Blog: The Tears in Our Stars
For anyone wondering what the fuss is with The Fault in Our Stars, the answer is: the best kind of tears.
Published 26/06/2014 | 13:00
The Fault in Our Stars has spent the last few years as a book I was aware of, but had no interest in reading. I perceived it as something that trended on Twitter and had a die-hard following amongst angsty teenagers. I admired the name, but there was no danger of it entering my to-read list.
Then I heard Newstalk’s Ivan Yates rave about the movie. His comments felt so genuine and broke the flow of the show in such a way that I had to take note. The movie went from ‘some teenaged thing’ to a curious must-see.
The movie focuses on Hazel Grace Lancaster, a sixteen-year-old cancer patient. Forced by her parents to go to a support group, Hazel meets Augustus Waters. Romance blooms, but always with the backdrop of terminal cancer.
Overpowering sadness could easily have been the tone of the movie. Terrible things are happening to good people and from the intro we know the aim is a real story rather than candy coated tale. But, there is an undeniable feel good factor running throughout, a case of love and the value of life having real importance.
The chemistry between the leads is great and the relationship develops cleverly, to the point where you genuinely believe they make each others’ lives joyous. Adding to the central romance is the parental love creating an extra layer of warm fuzzy feeling to go with the slices of sadness.
All of this leads to one thing: tears.
The Fault In Our Stars is an emotional rollercoaster. It’s clever. It brings you up to let you fall further. The ever-present sadness plants the seed, but moments of joy and pain reap the tears. The characters are likeable, so when something happens you genuinely feel for them. As Augustus Waters puts it “That’s the thing about pain, it demands to be felt,” and nothing is held back.
Oddly, it was the moments of joy that brought me closest to tears, but I was saved by the realisation that everyone around me was crying. The usual sound of rustling popcorn bags became secondary to the sound of gulping tears and tissue packets. It was enough of a distraction to allow me to stay composed.
The dark concealed the running mascara and puffy eyes, but it wouldn’t have mattered, we were all in it together.
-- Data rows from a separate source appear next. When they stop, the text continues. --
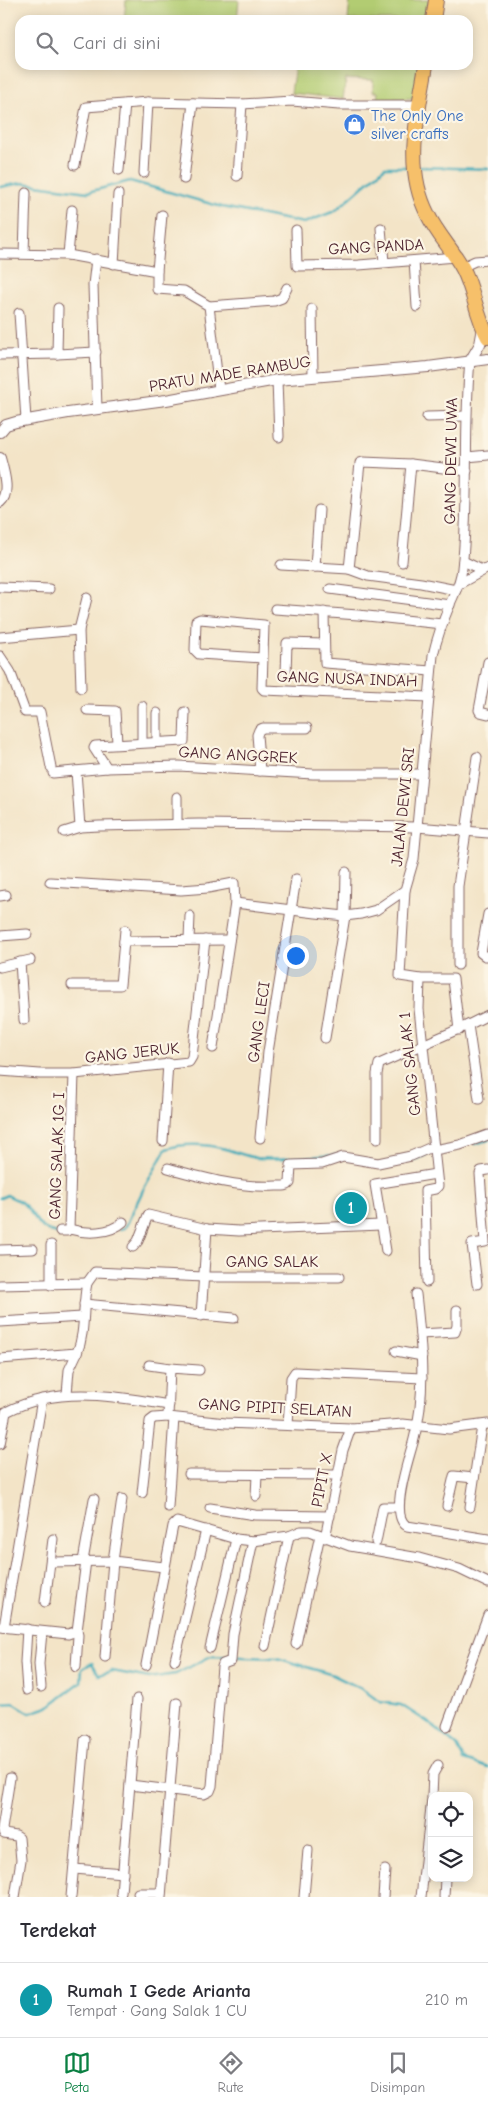 <!DOCTYPE html>
<html lang="id">
<meta charset="utf-8">
<style>
body{margin:0;font-family:"Comic Neue",sans-serif;background:#f2f2f3;color:#2b2b33}
.controls{position:absolute;right:15px;bottom:15px;display:grid;overflow:hidden;border-radius:10px;box-shadow:0 2px 12px #0003}
.controls button{width:45px;height:45px;display:grid;place-items:center;padding:0;border:0;border-bottom:1px solid #e1e1e2;background:#fff;color:#2b2b33;font:25px sans-serif}
.you{position:absolute;left:295px;top:955px;width:18px;height:18px;margin:-12px;border:4px solid #fff;border-radius:50%;background:#1a73e8;box-shadow:0 0 0 8px #1a73e833}
.badge{display:grid;place-items:center;width:32px;height:32px;border-radius:50%;background:#0b8043;color:#fff;font-size:16px;font-weight:700}
.pin{position:absolute;translate:-50% -50%;border:2px solid #fff;box-shadow:0 1px 5px #0006}
.list{margin:0;padding:0;list-style:none}
h2{display:flex;justify-content:space-between;align-items:center;height:65px;margin:0;padding:0 20px;font-size:21px}
h2 small{font-size:16px;font-weight:400;color:#7c7c81}
.list li{display:grid;grid-template-columns:32px 1fr auto;gap:15px;align-items:center;box-sizing:border-box;height:75px;padding:0 20px;border-top:1px solid #e1e1e2}
.list b{display:block;font-size:19px;white-space:nowrap}
.list p{margin:0;font-size:16px;white-space:nowrap;color:#7c7c81}
.list em{font-size:16px;font-style:normal;color:#7c7c81}
.icon{flex:none;width:28px;height:28px;fill:none;stroke:currentColor;stroke-width:2;stroke-linecap:round;stroke-linejoin:round}
.map{position:relative;flex:none;width:488px;height:1897px;overflow:hidden}
.search{position:absolute;background:#fff;box-shadow:0 2px 12px #0003;left:15px;right:15px;top:15px;height:55px;display:flex;align-items:center;gap:12px;box-sizing:border-box;padding:0 18px;border-radius:15px;color:#7c7c81;font-size:19px}
.sheet{height:140px;background:#fff}
nav{display:flex;justify-content:space-around;align-items:center;box-sizing:border-box;height:70px;border-top:1px solid #e1e1e2;background:#fff;font-size:14px;color:#7c7c81}
nav a{display:grid;justify-items:center;gap:2px}
nav .on{color:#0b8043}
.map>svg:first-child{display:block}
.green{fill:#b2cc72;stroke:#7e764e}
.lines{fill:none;stroke-linecap:round;stroke-linejoin:round}
.stream{stroke:#3baab9;stroke-width:2.5}
.minor-casing{stroke:#856462;stroke-width:11}
.tertiary-casing{stroke:#856462;stroke-width:12}
.trunk-casing{stroke:#856462;stroke-width:16}
.minor{stroke:#fff;stroke-width:9}
.tertiary{stroke:#fff;stroke-width:10}
.trunk{stroke:#f6c06b;stroke-width:14}
.labels{text-anchor:middle;dominant-baseline:central;stroke-width:4.5;stroke-linejoin:round;paint-order:stroke}
.shop-label{font-size:16px;fill:#366cbe;stroke:#fcf5e5;text-anchor:start}
.street-label{font-size:16px;fill:#4a1f2b;stroke:#fcf5e5}
</style>
<div class="map">
<svg width="488" height="1897" viewBox="0 0 488 1897">
<rect width="100%" height="100%" fill="#fcf5e5"/>
<filter id="ink" filterUnits="userSpaceOnUse"><feTurbulence type="fractalNoise" baseFrequency=".02" numOctaves="2"/><feDisplacementMap in="SourceGraphic" scale="10" xChannelSelector="R" yChannelSelector="G"/><feConvolveMatrix kernelMatrix="1 2 1 2 8 2 1 2 1" color-interpolation-filters="sRGB"/></filter>
<filter id="wash" filterUnits="userSpaceOnUse"><feTurbulence type="fractalNoise" baseFrequency=".0096" numOctaves="4" result="noise"/><feDisplacementMap in="SourceGraphic" scale="20" xChannelSelector="R" yChannelSelector="G"/><feGaussianBlur stdDeviation="1.12" result="paint"/><feColorMatrix in="noise" values="0 0 0 0 0 0 0 0 0 0 0 0 0 0 0 0 0 1.4 0 .05"/><feComposite in="paint" operator="in"/></filter>
<g filter="url(#wash)">
<rect width="100%" height="100%" fill="#f3e4c7"/>
<g class="green">
<polygon points="126,0 239,0 237,20 124,20"/>
<polygon points="350,0 429,0 426,20 348,20"/>
<polygon points="295,65 420,65 415,98 377,100 378,92 373,92 373,80 346,79 343,99 291,93"/>
</g>
<g class="lines">
<g class="stream">
<polyline points="420,167 488,169"/>
<polyline points="0,187 22,183 88,192 130,181 222,207 304,223 335,211 385,167 409,167"/>
<polyline points="475,1144 488,1140"/>
<polyline points="391,1164 416,1160 432,1152"/>
<path d="M0 1198 7 1195C12 1198 18 1200 22 1203 36 1213 35 1230 57 1233"/>
<path d="M120 1229 125 1228 143 1190 166 1149C188 1141 216 1145 238 1153 244 1155 250 1157 257 1158 283 1160 311 1156 338 1155"/>
<polyline points="0,1704 14,1703 30,1713 48,1707 81,1682 82,1669 92,1663 99,1675 112,1671 149,1678 176,1674 211,1656 277,1658 333,1675 362,1689 380,1702 401,1705 429,1723 457,1746 464,1760 488,1768"/>
</g>
</g>
</g>
<g filter="url(#ink)">
<g class="lines">
<defs>
<g id="minor">
<polyline points="75,165 86,107 148,102 242,104 292,101 339,105 419,105"/>
<polyline points="119,170 125,104"/>
<polyline points="144,173 148,102"/>
<polyline points="237,176 242,104"/>
<polyline points="184,179 193,103"/>
<polyline points="381,228 384,262"/>
<polyline points="296,230 297,266 359,265 456,257"/>
<polyline points="24,253 26,193"/>
<polyline points="0,254 68,255 157,271 157,289 184,291 209,306 219,390"/>
<polyline points="68,255 72,210"/>
<polyline points="96,259 93,285 97,409"/>
<polyline points="414,261 417,307"/>
<polyline points="114,264 118,194"/>
<polyline points="462,267 475,261 488,260"/>
<polyline points="157,271 162,215"/>
<polyline points="209,306 274,301 282,298 287,288"/>
<polyline points="58,308 57,354 96,352"/>
<polyline points="312,309 313,376"/>
<polyline points="19,313 26,420"/>
<polyline points="0,355 57,354"/>
<polyline points="277,380 279,437"/>
<polyline points="427,417 466,416"/>
<polyline points="467,457 488,455"/>
<polyline points="463,561 482,570"/>
<polyline points="402,562 411,464 467,471"/>
<polyline points="281,565 349,569 360,463 363,462 411,464"/>
<polyline points="315,567 319,510"/>
<polyline points="349,569 368,576 421,583 456,590"/>
<polyline points="459,584 488,568"/>
<polyline points="0,587 49,589"/>
<polyline points="330,589 450,605"/>
<polyline points="275,609 358,615 442,624"/>
<polyline points="324,612 325,663 431,671"/>
<polyline points="0,637 79,630"/>
<polyline points="0,656 10,671 25,712 40,712 51,767"/>
<polyline points="263,658 199,654 195,650 196,621 200,619 264,625 262,688 264,690 429,697"/>
<polyline points="488,662 479,710 480,712 488,714"/>
<polyline points="286,674 287,643 323,644"/>
<polyline points="81,688 79,630 87,598"/>
<polyline points="87,710 115,711 117,743"/>
<polyline points="157,741 157,713"/>
<polyline points="142,742 142,706"/>
<polyline points="107,768 94,748 95,746 184,741 185,712"/>
<polyline points="76,771 80,827"/>
<polyline points="260,771 257,735 259,730 263,728 307,728"/>
<polyline points="53,773 107,768 179,766 313,774 422,774"/>
<polyline points="177,824 177,797"/>
<polyline points="64,832 80,827 99,826 199,824 417,827 488,833"/>
<polyline points="50,882 181,890 208,888 234,883 235,903 213,1048"/>
<polyline points="405,890 400,976 420,979 453,979 459,1030"/>
<polyline points="0,896 6,895"/>
<path d="M235 903 316 913 345 916 361 914 376 910 405 890 414 859 433 655C437 638 443 621 450 604 455 592 461 582 462 568 470 500 463 430 470 361"/>
<polyline points="488,914 481,953 485,956 488,956"/>
<polyline points="0,936 27,934"/>
<polyline points="189,939 190,916"/>
<polyline points="124,941 229,940"/>
<polyline points="20,962 24,1020"/>
<polyline points="458,965 458,886 477,757"/>
<polyline points="0,967 30,960"/>
<polyline points="420,979 419,1009 438,1186 435,1189 425,1191 427,1282"/>
<polyline points="72,985 120,985 125,930"/>
<polyline points="468,1025 488,1015"/>
<polyline points="325,1038 345,916 346,872"/>
<polyline points="0,1071 40,1074 74,1074 189,1062 192,1057 205,940"/>
<polyline points="260,1138 268,1052 296,879"/>
<polyline points="377,1139 377,1074 379,1064 468,1025 479,1099"/>
<polyline points="163,1141 168,1063"/>
<polyline points="434,1150 460,1145 488,1135"/>
<path d="M168 1168C204 1178 238 1188 276 1186 282 1186 287 1187 290 1183L291 1165 322 1164 343 1157 378 1163 411 1156 434 1146"/>
<path d="M69 1229C87 1234 110 1234 123 1222"/>
<polyline points="60,1231 67,1231 69,1229 74,1074"/>
<polyline points="133,1247 138,1241 148,1215 207,1229 239,1231 381,1225"/>
<polyline points="0,1250 33,1249"/>
<polyline points="386,1251 375,1184 436,1174"/>
<polyline points="87,1283 95,1272 204,1277 339,1277"/>
<polyline points="477,1284 472,1244 485,1242 480,1174 481,1171 488,1170"/>
<path d="M0 1285 87 1283C82 1307 86 1331 77 1353"/>
<polyline points="51,1285 51,1245"/>
<path d="M416 1294C421 1341 427 1393 414 1439 410 1456 388 1516 407 1526L488 1539"/>
<polyline points="84,1304 234,1318"/>
<polyline points="201,1316 207,1229"/>
<polyline points="0,1322 82,1317"/>
<polyline points="420,1334 455,1332 457,1326 457,1310"/>
<polyline points="396,1351 422,1356"/>
<polyline points="0,1359 77,1353 69,1370 67,1394"/>
<polyline points="149,1365 170,1368"/>
<polyline points="199,1370 170,1368 168,1417 226,1423 351,1428 403,1424 449,1429 488,1424"/>
<polyline points="288,1425 291,1378 295,1372 422,1378"/>
<path d="M0 1444 6 1412C58 1385 114 1396 169 1405"/>
<polyline points="189,1474 338,1475"/>
<polyline points="142,1493 150,1421 154,1418 168,1417"/>
<polyline points="256,1496 257,1475"/>
<polyline points="447,1506 454,1476 474,1478"/>
<polyline points="168,1507 174,1418"/>
<polyline points="470,1507 482,1426"/>
<polyline points="210,1508 255,1515 330,1516"/>
<polyline points="325,1538 343,1450 351,1428"/>
<polyline points="376,1542 383,1507 399,1507"/>
<polyline points="83,1561 94,1499"/>
<polyline points="51,1562 113,1561 164,1567"/>
<polyline points="45,1602 53,1539"/>
<polyline points="1,1627 68,1634 77,1631"/>
<polyline points="4,1627 42,1399"/>
<polyline points="296,1644 320,1535"/>
<polyline points="265,1646 289,1536"/>
<polyline points="210,1648 236,1539"/>
<polyline points="105,1657 113,1561 122,1499"/>
<polyline points="175,1660 206,1530"/>
<polyline points="146,1665 173,1526 177,1522 236,1539 253,1541 289,1536 301,1531 310,1531 350,1546 419,1558 459,1569 488,1583"/>
<polyline points="76,1667 78,1635 77,1631 86,1561"/>
<polyline points="41,1687 39,1664 42,1632"/>
<polyline points="27,1690 25,1662 27,1629"/>
<polyline points="447,1726 488,1615"/>
<polyline points="10,1778 2,1829 4,1834 16,1836 19,1838 21,1860 15,1897"/>
<polyline points="130,1785 204,1794 210,1791 212,1786 222,1667 223,1664 231,1661 233,1634 253,1541"/>
<polyline points="432,1796 433,1774 438,1765"/>
<polyline points="74,1869 123,1873"/>
<polyline points="121,1893 137,1699"/>
<polyline points="138,1893 161,1893"/>
<polyline points="71,1897 85,1740"/>
<polyline points="161,1897 177,1703"/>
<polyline points="304,1897 308,1850"/>
<polyline points="383,1897 385,1870"/>
<polyline points="421,1897 432,1798"/>
<polyline points="444,1897 445,1878"/>
</g>
<g id="tertiary">
<polyline points="470,361 480,344 483,328"/>
<polyline points="0,432 6,425 16,422 68,413 166,400 277,380 428,367 488,359"/>
<path d="M0 458C3 470 11 493 0 502"/>
</g>
<g id="trunk">
<polyline points="433,20 436,0"/>
<path d="M426 65C418 115 403 167 428 215 437 234 453 250 463 269 474 290 476 316 488 337"/>
</g>
</defs>
<use href="#minor" class="minor-casing"/>
<use href="#tertiary" class="tertiary-casing"/>
<use href="#trunk" class="trunk-casing"/>
<use href="#minor" class="minor"/>
<use href="#tertiary" class="tertiary"/>
<use href="#trunk" class="trunk"/>
</g>
</g>
<defs>
<symbol id="shop-disc" viewBox="-11 -11 22 22"><circle r="9.5" fill="#3f7fe0" stroke="#fcf5e5"/><path d="M-5-2.5h2.3a2.7 3.5 0 0 1 5.4 0H5L5.5 6h-11ZM-1.5-2.5h3a1.5 2.3 0 0 0-3 0Z" fill="#fff"/></symbol>
</defs>
<g fill-rule="evenodd">
<use href="#shop-disc" x="342" y="112" width="25" height="25"/>
</g>
<g class="labels">
<g class="shop-label">
<text x="371" y="116">The Only One<tspan x="371" dy="18">silver crafts</tspan></text>
</g>
<g class="street-label">
<text transform="translate(376 247) rotate(-3)">GANG PANDA</text>
<text transform="translate(230 374) rotate(-9)">PRATU MADE RAMBUG</text>
<text transform="translate(451 461) rotate(-89)">GANG DEWI UWA</text>
<text transform="translate(347 679) rotate(2)">GANG NUSA INDAH</text>
<text transform="translate(238 755) rotate(3)">GANG ANGGREK</text>
<text transform="translate(403 807) rotate(-84)">JALAN DEWI SRI</text>
<text transform="translate(259 1022) rotate(-82)">GANG LECI</text>
<text transform="translate(132 1053) rotate(-6)">GANG JERUK</text>
<text transform="translate(410 1064) rotate(-96)">GANG SALAK 1</text>
<text transform="translate(57 1156) rotate(-88)">GANG SALAK 1G I</text>
<text x="272" y="1262">GANG SALAK</text>
<text transform="translate(275 1408) rotate(3)">GANG PIPIT SELATAN</text>
<text transform="translate(322 1480) rotate(-79)">PIPIT X</text>
</g>
</g>
</svg>
<div class="controls">
<button><svg class="icon" aria-label="locate" viewBox="0 0 24 24"><circle cx="12" cy="12" r="6"/><path d="M12 2v4M12 18v4M2 12h4M18 12h4"/></svg></button>
<button><svg class="icon" aria-label="layers" viewBox="0 0 24 24"><path d="M12 4l9 5-9 5-9-5zM3 14l9 5 9-5"/></svg></button>
</div>
<div class="you"></div>
<div class="pin badge" style="left:351px;top:1208px;background:#0f9aa8">1</div>
<div class="search"><svg class="icon" aria-label="search" viewBox="0 0 24 24"><circle cx="10" cy="10" r="6"/><path d="M15 15l6 6"/></svg>Cari di sini</div>
</div>
<section class="sheet">
<h2>Terdekat<small></small></h2>
<ul class="list">
<li><span class="badge" style="background:#0f9aa8">1</span><div><b>Rumah I Gede Arianta</b><p>Tempat · Gang Salak 1 CU</p></div><em>210 m</em></li>
</ul>
</section>
<nav>
<a class="on"><svg class="icon" aria-label="map" viewBox="0 0 24 24"><path d="M3 6l6-2 6 2 6-2v14l-6 2-6-2-6 2zM9 4v14M15 6v14"/></svg>Peta</a>
<a><svg class="icon" aria-label="directions" viewBox="0 0 24 24"><path d="M12 3l9 9-9 9-9-9zM9 14v-3h6M13 9l2 2-2 2"/></svg>Rute</a>
<a><svg class="icon" aria-label="saved" viewBox="0 0 24 24"><path d="M7 4h10v16l-5-4-5 4z"/></svg>Disimpan</a>
</nav>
When the movie finished, I half expected applause. When only a few people moved, I wondered if we were waiting for a Marvel-style snippet at the end. The lights came up and I realised most of the people remaining were busy pulling themselves together.
On leaving the screen, I had to dodge groups of teenagers giving each other moral support. Hoods were pulled up and faces were hidden by hands. Over at the toilets, I joined the group of men waiting for the more sophisticated criers to emerge.
I may make it sound like it was only women and teens affected, but there was no banter on the way out of the screen, no chatter about the key points or flaws. Solemn faces were in vogue amongst the non-criers. Nobody complained.
And yet, it felt cathartic. Quite possibly the best feel good movie since Up.
Discussing it afterwards, the point came up that the film was full of triggers. Most people know someone who has suffered from a long term illness and some have lost that special love, but the movie’s message was to be thankful for the time we had. The call to cherish those moments is a powerful one.
I’m not saying it was the best movie I’ve ever seen and I’m sure I’ll find flaws on a second viewing, but it managed to captivate me to a point where everything was secondary to the characters’ journey.
The book has been added to the list.